**Collected data:**
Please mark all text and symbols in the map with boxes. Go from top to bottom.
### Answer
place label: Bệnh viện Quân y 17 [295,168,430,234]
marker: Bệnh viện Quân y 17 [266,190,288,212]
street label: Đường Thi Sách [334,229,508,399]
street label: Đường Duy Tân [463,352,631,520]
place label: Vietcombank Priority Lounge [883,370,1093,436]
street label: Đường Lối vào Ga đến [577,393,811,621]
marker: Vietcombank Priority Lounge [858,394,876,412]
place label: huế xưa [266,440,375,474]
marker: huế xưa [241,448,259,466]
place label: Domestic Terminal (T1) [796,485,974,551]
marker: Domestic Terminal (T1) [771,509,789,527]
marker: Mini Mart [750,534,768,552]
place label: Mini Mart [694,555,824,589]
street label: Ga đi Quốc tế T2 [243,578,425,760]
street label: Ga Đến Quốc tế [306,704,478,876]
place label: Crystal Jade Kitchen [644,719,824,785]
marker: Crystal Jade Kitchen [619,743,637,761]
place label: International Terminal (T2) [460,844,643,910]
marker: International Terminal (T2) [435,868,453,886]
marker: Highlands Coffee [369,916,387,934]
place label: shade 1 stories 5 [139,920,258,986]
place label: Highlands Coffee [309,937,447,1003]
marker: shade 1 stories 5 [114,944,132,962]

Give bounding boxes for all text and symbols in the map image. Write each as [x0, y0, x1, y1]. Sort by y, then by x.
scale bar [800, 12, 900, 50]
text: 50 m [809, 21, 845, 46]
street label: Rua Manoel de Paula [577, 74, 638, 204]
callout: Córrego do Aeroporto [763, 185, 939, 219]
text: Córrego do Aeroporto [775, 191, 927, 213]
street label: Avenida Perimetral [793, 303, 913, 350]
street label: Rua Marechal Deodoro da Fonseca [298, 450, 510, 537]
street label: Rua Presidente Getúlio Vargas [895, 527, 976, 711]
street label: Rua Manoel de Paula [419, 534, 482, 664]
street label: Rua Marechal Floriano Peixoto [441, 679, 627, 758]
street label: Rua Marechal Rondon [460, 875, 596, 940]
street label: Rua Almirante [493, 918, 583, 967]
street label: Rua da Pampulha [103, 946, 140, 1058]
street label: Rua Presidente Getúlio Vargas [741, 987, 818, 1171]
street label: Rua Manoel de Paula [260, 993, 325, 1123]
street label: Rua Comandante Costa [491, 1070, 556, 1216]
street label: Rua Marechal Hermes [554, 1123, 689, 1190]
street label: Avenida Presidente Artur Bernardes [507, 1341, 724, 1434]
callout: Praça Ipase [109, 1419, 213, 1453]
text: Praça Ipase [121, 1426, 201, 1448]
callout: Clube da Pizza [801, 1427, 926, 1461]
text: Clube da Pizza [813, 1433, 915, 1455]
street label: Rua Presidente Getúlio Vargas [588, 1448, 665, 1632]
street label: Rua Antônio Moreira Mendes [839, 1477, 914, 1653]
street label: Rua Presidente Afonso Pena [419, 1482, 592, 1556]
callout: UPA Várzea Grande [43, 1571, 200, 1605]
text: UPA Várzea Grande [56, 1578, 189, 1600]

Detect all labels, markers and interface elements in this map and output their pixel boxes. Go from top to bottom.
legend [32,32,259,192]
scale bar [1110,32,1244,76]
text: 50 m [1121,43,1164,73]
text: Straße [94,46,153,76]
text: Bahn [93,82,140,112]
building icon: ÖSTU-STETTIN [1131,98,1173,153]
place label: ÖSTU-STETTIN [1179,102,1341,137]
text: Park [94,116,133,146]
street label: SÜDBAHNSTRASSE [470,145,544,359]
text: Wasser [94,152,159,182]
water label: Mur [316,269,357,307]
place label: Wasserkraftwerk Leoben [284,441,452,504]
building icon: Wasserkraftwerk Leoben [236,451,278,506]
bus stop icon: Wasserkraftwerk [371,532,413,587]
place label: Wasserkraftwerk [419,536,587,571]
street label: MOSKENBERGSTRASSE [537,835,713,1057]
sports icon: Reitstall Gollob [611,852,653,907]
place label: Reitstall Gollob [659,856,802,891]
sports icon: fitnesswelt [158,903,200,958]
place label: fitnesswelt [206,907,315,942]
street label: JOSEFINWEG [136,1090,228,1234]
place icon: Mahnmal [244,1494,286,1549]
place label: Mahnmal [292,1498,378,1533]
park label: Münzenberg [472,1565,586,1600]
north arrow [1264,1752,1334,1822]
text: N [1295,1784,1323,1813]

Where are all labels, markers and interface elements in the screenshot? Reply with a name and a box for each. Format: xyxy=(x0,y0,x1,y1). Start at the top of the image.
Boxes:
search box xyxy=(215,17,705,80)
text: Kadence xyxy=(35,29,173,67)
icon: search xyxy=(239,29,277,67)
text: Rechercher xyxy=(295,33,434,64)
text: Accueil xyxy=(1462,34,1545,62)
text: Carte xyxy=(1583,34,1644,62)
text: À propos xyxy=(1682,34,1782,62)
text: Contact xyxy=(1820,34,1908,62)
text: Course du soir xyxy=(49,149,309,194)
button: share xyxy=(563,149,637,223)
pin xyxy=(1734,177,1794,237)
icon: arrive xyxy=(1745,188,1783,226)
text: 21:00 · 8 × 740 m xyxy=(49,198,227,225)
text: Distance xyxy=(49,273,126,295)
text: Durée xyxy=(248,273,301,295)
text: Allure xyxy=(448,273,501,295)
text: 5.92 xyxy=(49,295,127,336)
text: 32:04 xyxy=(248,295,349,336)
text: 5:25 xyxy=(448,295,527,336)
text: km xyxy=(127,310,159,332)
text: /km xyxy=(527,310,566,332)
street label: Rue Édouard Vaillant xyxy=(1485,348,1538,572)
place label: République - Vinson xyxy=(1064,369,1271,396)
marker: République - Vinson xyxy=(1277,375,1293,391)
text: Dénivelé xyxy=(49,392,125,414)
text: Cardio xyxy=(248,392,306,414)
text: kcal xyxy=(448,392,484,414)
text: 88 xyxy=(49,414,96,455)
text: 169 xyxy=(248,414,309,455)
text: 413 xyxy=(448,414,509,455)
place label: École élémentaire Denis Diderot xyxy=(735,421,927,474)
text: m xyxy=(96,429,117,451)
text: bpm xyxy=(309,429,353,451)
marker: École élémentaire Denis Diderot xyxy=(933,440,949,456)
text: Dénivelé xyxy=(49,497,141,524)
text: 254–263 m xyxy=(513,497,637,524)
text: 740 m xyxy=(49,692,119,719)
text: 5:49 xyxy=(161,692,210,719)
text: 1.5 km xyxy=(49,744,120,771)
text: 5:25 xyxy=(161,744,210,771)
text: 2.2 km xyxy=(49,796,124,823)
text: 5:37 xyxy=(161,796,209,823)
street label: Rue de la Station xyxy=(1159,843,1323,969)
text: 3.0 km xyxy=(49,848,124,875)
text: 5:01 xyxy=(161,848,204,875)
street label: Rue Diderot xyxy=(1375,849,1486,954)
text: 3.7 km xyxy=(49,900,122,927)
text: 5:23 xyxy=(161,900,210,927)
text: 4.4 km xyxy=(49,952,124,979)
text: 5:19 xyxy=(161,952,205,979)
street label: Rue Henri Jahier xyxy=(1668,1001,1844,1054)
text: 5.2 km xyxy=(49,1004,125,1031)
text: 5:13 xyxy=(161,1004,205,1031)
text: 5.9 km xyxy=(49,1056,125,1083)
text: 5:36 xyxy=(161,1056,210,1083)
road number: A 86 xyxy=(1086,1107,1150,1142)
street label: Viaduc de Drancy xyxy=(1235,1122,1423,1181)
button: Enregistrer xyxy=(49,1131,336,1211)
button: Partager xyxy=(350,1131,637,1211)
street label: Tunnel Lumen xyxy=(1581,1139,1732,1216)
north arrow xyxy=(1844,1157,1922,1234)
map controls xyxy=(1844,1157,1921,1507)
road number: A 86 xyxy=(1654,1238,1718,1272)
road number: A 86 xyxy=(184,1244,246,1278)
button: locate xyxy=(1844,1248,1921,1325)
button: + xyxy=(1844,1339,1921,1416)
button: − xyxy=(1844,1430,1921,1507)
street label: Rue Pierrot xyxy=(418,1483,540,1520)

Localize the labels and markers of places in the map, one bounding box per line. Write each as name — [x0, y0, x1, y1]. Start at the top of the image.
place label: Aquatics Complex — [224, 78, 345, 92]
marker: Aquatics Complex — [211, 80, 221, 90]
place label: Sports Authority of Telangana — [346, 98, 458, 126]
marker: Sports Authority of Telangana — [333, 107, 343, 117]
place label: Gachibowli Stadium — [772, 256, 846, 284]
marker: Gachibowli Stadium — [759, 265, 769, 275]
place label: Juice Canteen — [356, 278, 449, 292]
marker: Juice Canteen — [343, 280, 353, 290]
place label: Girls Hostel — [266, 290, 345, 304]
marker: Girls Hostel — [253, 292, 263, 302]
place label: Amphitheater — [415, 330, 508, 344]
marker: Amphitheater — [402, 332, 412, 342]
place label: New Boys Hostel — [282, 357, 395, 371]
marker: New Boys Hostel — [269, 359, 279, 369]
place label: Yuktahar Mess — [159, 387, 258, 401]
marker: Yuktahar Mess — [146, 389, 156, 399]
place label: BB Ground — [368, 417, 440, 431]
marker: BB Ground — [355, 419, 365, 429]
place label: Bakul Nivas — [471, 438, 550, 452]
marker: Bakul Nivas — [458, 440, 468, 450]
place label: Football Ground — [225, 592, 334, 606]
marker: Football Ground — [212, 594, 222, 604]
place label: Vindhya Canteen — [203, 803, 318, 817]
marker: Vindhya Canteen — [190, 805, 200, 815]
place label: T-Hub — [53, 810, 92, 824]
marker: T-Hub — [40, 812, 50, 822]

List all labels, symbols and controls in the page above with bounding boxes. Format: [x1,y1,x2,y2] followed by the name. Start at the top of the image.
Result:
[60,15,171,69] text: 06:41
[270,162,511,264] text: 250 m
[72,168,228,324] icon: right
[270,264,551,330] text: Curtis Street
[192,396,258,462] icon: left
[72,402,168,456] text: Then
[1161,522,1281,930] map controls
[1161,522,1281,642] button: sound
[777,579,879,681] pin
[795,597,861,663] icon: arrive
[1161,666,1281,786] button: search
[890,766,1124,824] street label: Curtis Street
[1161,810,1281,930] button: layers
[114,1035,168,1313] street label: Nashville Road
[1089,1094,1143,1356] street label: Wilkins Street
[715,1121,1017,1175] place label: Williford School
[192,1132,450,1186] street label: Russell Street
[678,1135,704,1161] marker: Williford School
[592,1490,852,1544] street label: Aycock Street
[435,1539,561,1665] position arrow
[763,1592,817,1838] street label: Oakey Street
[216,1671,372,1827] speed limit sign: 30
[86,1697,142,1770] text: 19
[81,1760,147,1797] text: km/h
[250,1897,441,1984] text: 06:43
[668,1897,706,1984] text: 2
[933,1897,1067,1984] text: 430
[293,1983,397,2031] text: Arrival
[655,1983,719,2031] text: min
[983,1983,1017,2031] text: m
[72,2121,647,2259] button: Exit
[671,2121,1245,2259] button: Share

**Your instructions:** Your answer should be one number, the count of lines in the entries holding the string "labels".

**Answer to this problem:** 4